4. Arbitrary evaluation: Debate is supposed to be a public speaking and advocacy activity. While a debater
may be comfortable speaking in front of an audience they may not be as comfortable singing or rapping.

5. Trivializes the issues we are debating about: They change debate from something that would belong
on C-Span to something that might be seen on Comedy Central – reject the focus on entertainment and vote for
informative, meaningful debate and discussion.

Voters for reason of:


1. Education
2. Ground
ADI 30
Theory Blocks

Performance Good – Short Block

1. Increases education:
a. Allows for an alternate interpretation of the material. Instead of being confined to language one can
experiment with music, dance, or poetry.
b. Allows for a better cultural understanding. In order to perform you must understand the art, therefore
you learn to interpret music and media better.
c. Not only are you researching a single topic, but you expand your search to include a variety of alternate
forms of expression.

2. Increases identification with the arguments: You can use different forms of expression to better
connect with the argument. If we allow songs and poems from or about individuals effected by the issue, we are
better able to understand and identify with them.

3. Makes debate a forum for expression and ultimate understanding. Each individual round can
allow you to experience the same arguments through a different interpretive form.

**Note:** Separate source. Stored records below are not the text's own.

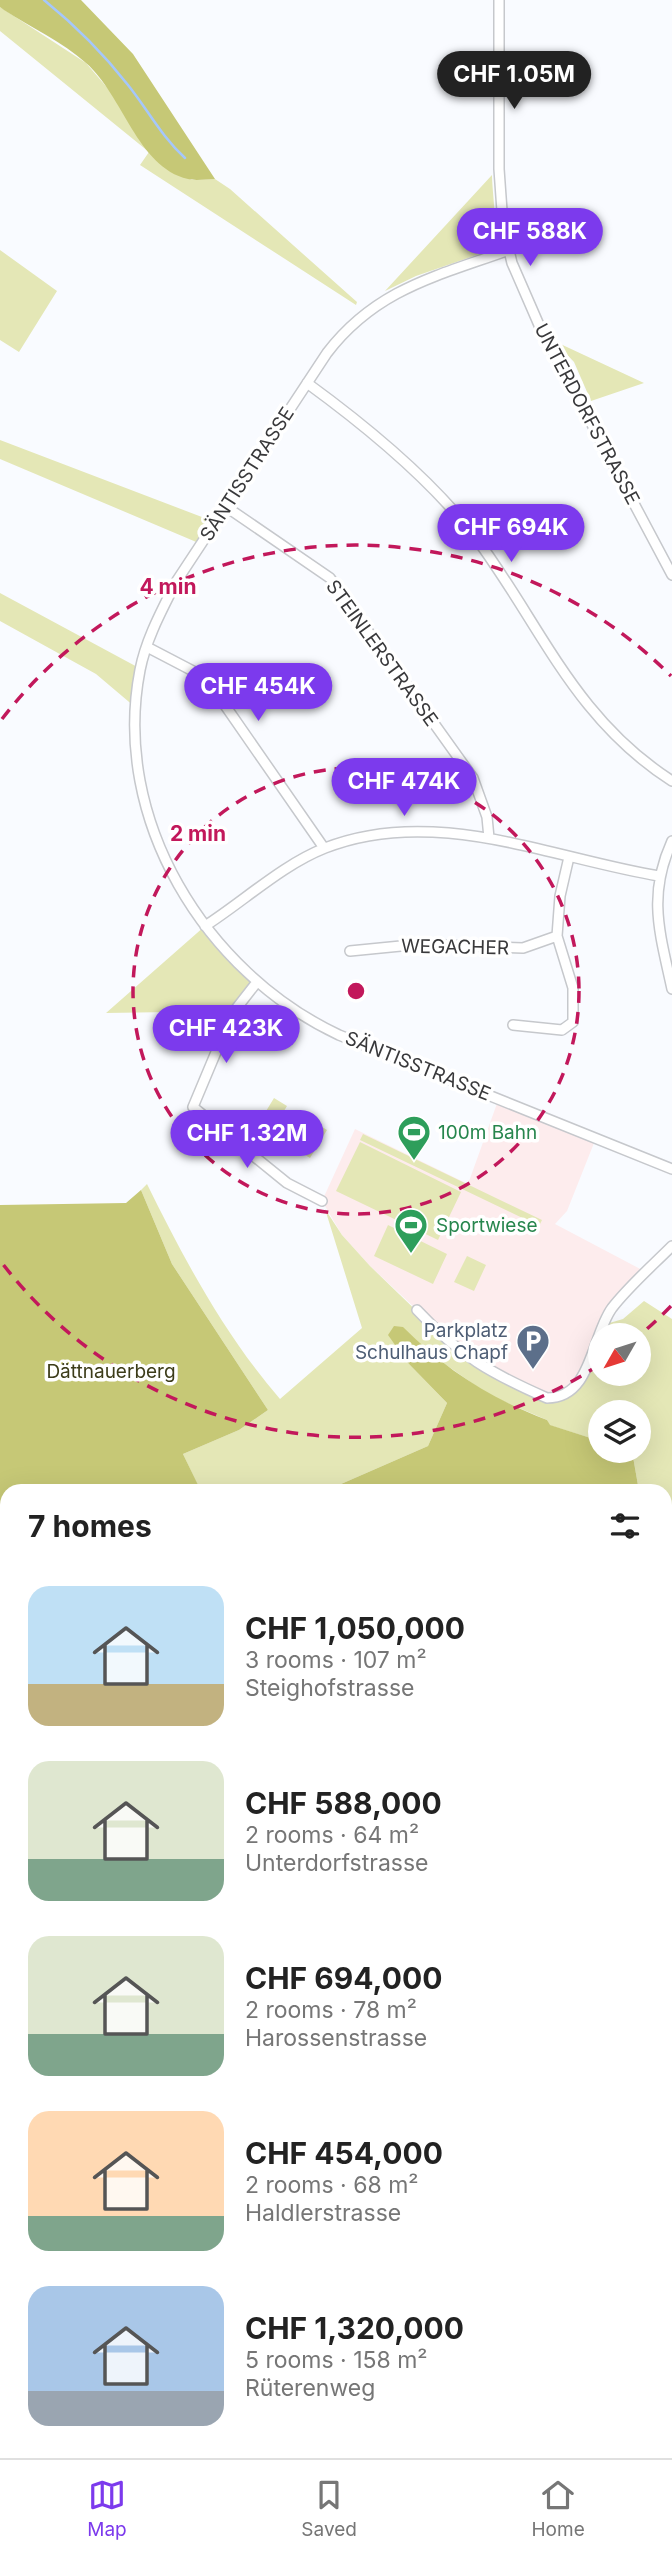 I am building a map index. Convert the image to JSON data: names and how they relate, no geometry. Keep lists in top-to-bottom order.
{
  "streets": {
    "street": [
      "UNTERDORFSTRASSE",
      "SÄNTISSTRASSE",
      "STEINLERSTRASSE",
      "WEGACHER"
    ]
  },
  "crossings": [
    ["UNTERDORFSTRASSE", "SÄNTISSTRASSE"],
    ["SÄNTISSTRASSE", "STEINLERSTRASSE"]
  ],
  "parks": ["Dättnauerberg"],
  "places": {
    "sports": ["100m Bahn", "Sportwiese"],
    "parking": ["Parkplatz Schulhaus Chapf"]
  },
  "north": "bottom left",
  "page": {
    "price": [
      "CHF 1.05M",
      "CHF 588K",
      "CHF 694K",
      "CHF 454K",
      "CHF 474K",
      "CHF 423K",
      "CHF 1.32M"
    ],
    "heading": "7 homes",
    "list": [
      {
        "name": "CHF 1,050,000",
        "note": "3 rooms · 107 m² · Steighofstrasse"
      },
      {
        "name": "CHF 588,000",
        "note": "2 rooms · 64 m² · Unterdorfstrasse"
      },
      {
        "name": "CHF 694,000",
        "note": "2 rooms · 78 m² · Harossenstrasse"
      },
      {
        "name": "CHF 454,000",
        "note": "2 rooms · 68 m² · Haldlerstrasse"
      },
      {
        "name": "CHF 1,320,000",
        "note": "5 rooms · 158 m² · Rüterenweg"
      }
    ],
    "tabs": ["Map", "Saved", "Home"]
  },
  "rings": ["4 min", "2 min"]
} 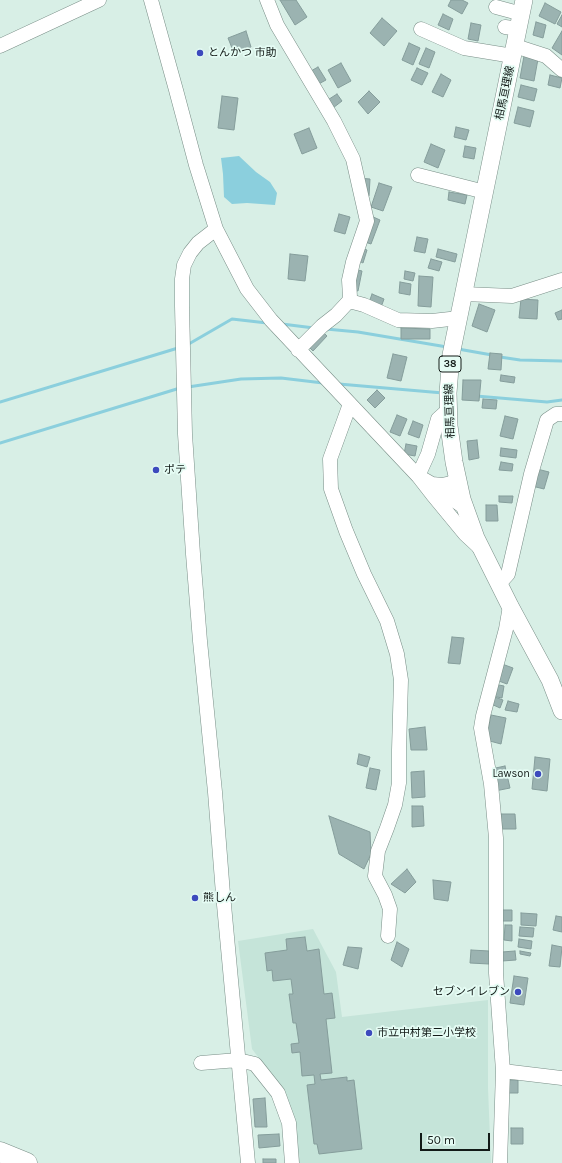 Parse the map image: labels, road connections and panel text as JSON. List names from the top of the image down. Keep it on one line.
{"streets":{"main road":["相馬亘理線","38"]},"places":["とんかつ 市助","ポテ","Lawson","熊しん","セブンイレブン","市立中村第二小学校"],"scale_bar":"50 m"} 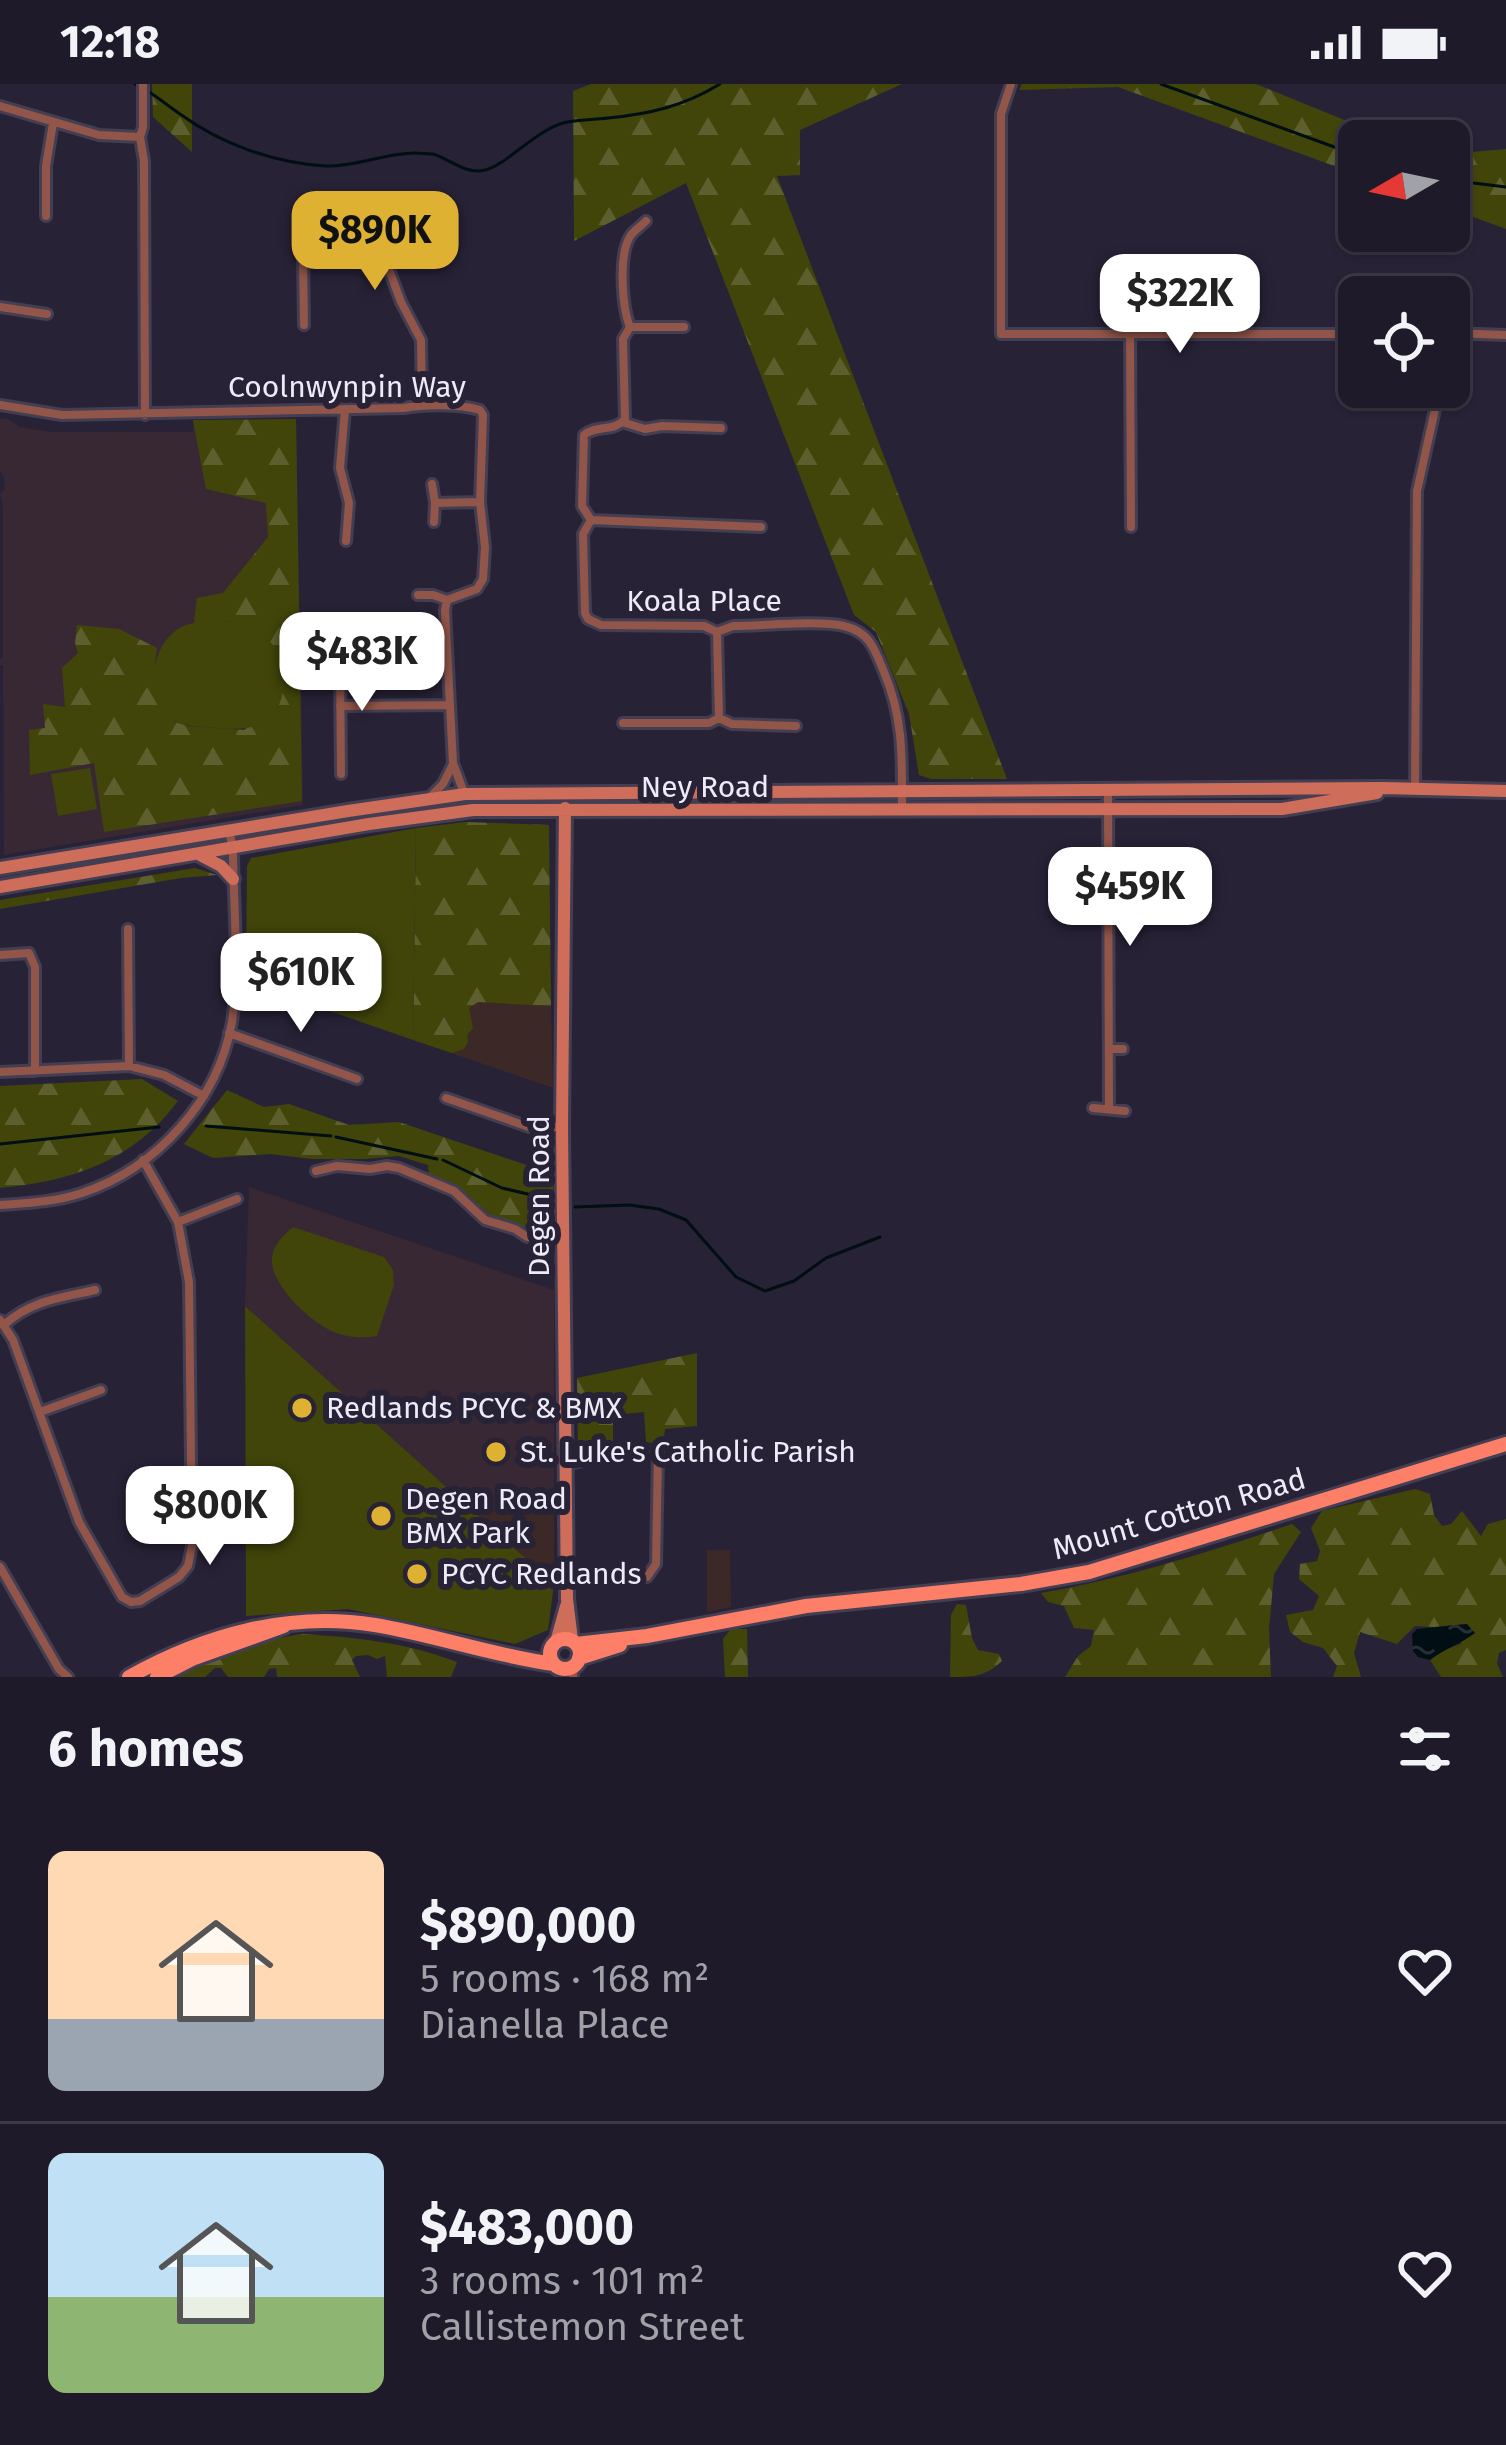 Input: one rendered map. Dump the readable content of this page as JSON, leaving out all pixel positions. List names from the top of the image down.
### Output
{
  "streets": {
    "main road": ["Ney Road", "Degen Road", "Mount Cotton Road"],
    "street": ["Coolnwynpin Way", "Koala Place"]
  },
  "crossings": [
    ["Koala Place", "Ney Road"],
    ["Ney Road", "Degen Road"],
    ["Degen Road", "Mount Cotton Road"]
  ],
  "places": [
    "Redlands PCYC & BMX",
    "St. Luke's Catholic Parish",
    "Degen Road BMX Park",
    "PCYC Redlands"
  ],
  "north": "left",
  "page": {
    "status": "12:18",
    "price": [
      "$890K",
      "$322K",
      "$483K",
      "$459K",
      "$610K",
      "$800K"
    ],
    "heading": "6 homes",
    "list": [
      {
        "name": "$890,000",
        "note": "5 rooms · 168 m² · Dianella Place"
      },
      {
        "name": "$483,000",
        "note": "3 rooms · 101 m² · Callistemon Street"
      }
    ]
  }
} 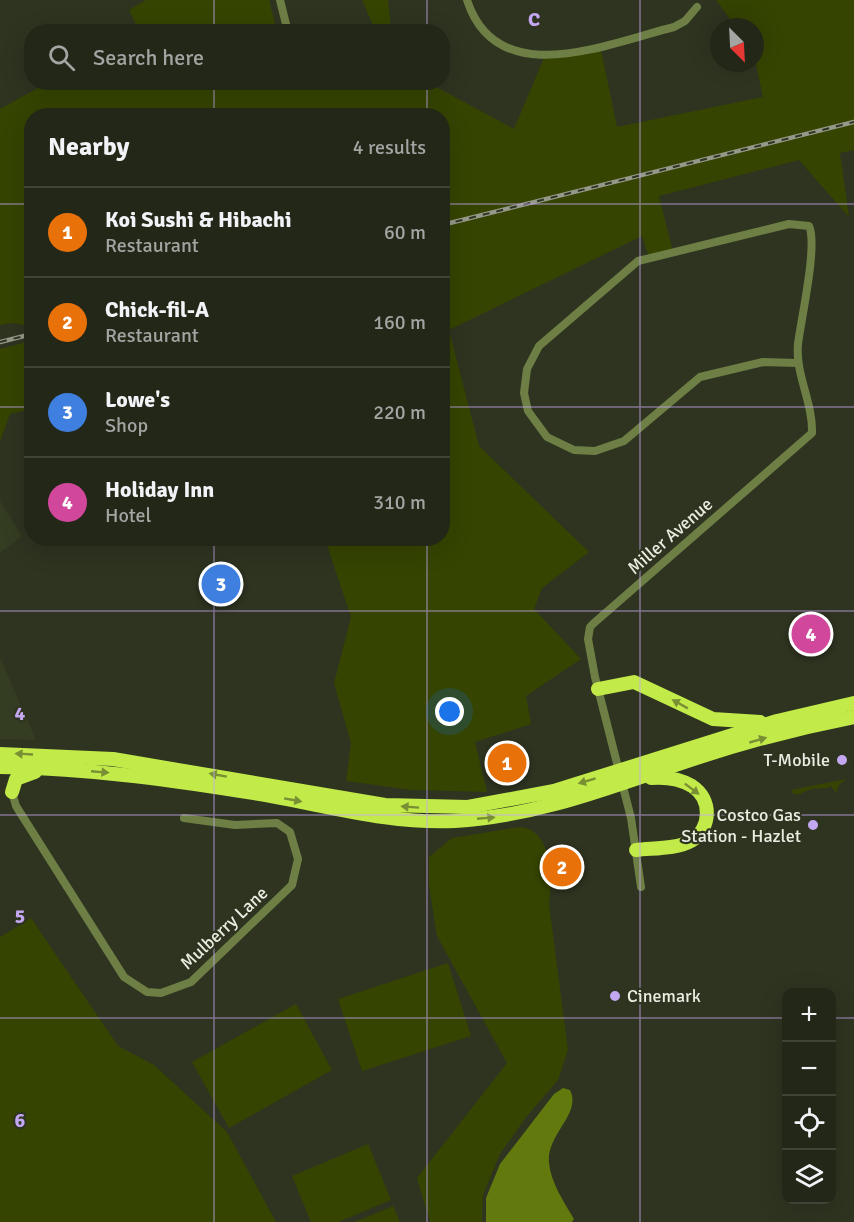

4. Increases debatability: The level of argument has more breadth when debaters can utilize multiple forms
of presentation. This increases the levels of debatability.

5. Rejecting performance is overlimiting: There is no reason why arguments can not be offered with
alternative forms of warrants. Traditional evidence can be evaluated alongside non-traditional peformative
claims and warrants.

6. Real world: The appeal of music, poetry, etc. within the context of politics is seen everyday – for example,
MTV’s Rock the Vote, rap artists who sing about the death penalty and class divisions, etc. Our form of
advocacy is not new nor unpredictable.
ADI 31
Theory Blocks
2AC Answers to Agent Specification

1. Cross X checks abuse. The negative team could have asked in cross-x for us to further clarify.
Because they did not their agent specification argument is illegitimate.

2. No resolutional requirement. Nothing in the resolution states that we have to specify beyond the
United States Federal Government. The resolution simply states that the USFG should do the plan. If the
resolution was meant to require further specification then greater specification would have been included
in the resolution,

3. Normal means checks abuse. In our plan we state that funding and enforcement are guaranteed by
normal means and we reserve the right to clarify intent. By stating that we use normal means we indicate
that our plan is passed as any real bill would be passed through the United States Federal Government.
This would implicate the Congress, Executive, and Supreme Court.

4. We increase ground. By not specifying our agent we give the negative better D/A ground. By stating
normal means they can run D/As against the Congress, Supreme Court, and the Executive. This is better
ground than the single D/A that they would gain by us stating our agent.

5. Counter-interpretation. The word “the” is a definite article, which modifies the noun that it
precedes. In this case it is the USFG. Resolutionally based, the USFG is the most predictable
interpretation and thus should be preferred in the round.

6. No abuse. The right of the 2AC to clarify should be maintained. It is still a constructive speech and
thus a clarification is ok and predictable. The negative still has plenty of speech time in their negative
block to answer back any clarification made by the 2AC. Thus, there is no abuse.

7. ASPEC is not a voter. for the reason that there is no in round or potential abuse. The affirmative team
takes uses the most grammatically correct and logical interpretation of the resolution and actually
increases the negatives D/A ground.

8. Infinitely regressive. If we specified our agent they would just read over-specification on us – reject
these infinitely regressive arguments and judge us on the substantive debate.